Required work
Reproduce every record exactly.

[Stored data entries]
= = =

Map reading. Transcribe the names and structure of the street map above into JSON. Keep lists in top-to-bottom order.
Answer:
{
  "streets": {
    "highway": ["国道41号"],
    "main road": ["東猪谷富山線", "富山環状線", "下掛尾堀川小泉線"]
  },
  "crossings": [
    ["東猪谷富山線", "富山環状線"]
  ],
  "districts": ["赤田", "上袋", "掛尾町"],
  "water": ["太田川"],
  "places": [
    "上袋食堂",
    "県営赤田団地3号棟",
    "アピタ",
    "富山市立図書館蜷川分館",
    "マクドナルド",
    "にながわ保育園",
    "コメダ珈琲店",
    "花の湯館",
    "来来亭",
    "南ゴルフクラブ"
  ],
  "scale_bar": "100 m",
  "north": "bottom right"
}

= = =

Solved problem
Map reading. Transcribe the names and structure of the street map above into JSON. Keep lists in top-to-bottom order.
Answer:
{
  "streets": {
    "highway": ["国道41号"],
    "main road": ["東猪谷富山線", "富山環状線", "下掛尾堀川小泉線"]
  },
  "crossings": [
    ["東猪谷富山線", "富山環状線"]
  ],
  "districts": ["赤田", "上袋", "掛尾町"],
  "water": ["太田川"],
  "places": [
    "上袋食堂",
    "県営赤田団地3号棟",
    "アピタ",
    "富山市立図書館蜷川分館",
    "マクドナルド",
    "にながわ保育園",
    "コメダ珈琲店",
    "花の湯館",
    "来来亭",
    "南ゴルフクラブ"
  ],
  "scale_bar": "100 m",
  "north": "bottom right"
}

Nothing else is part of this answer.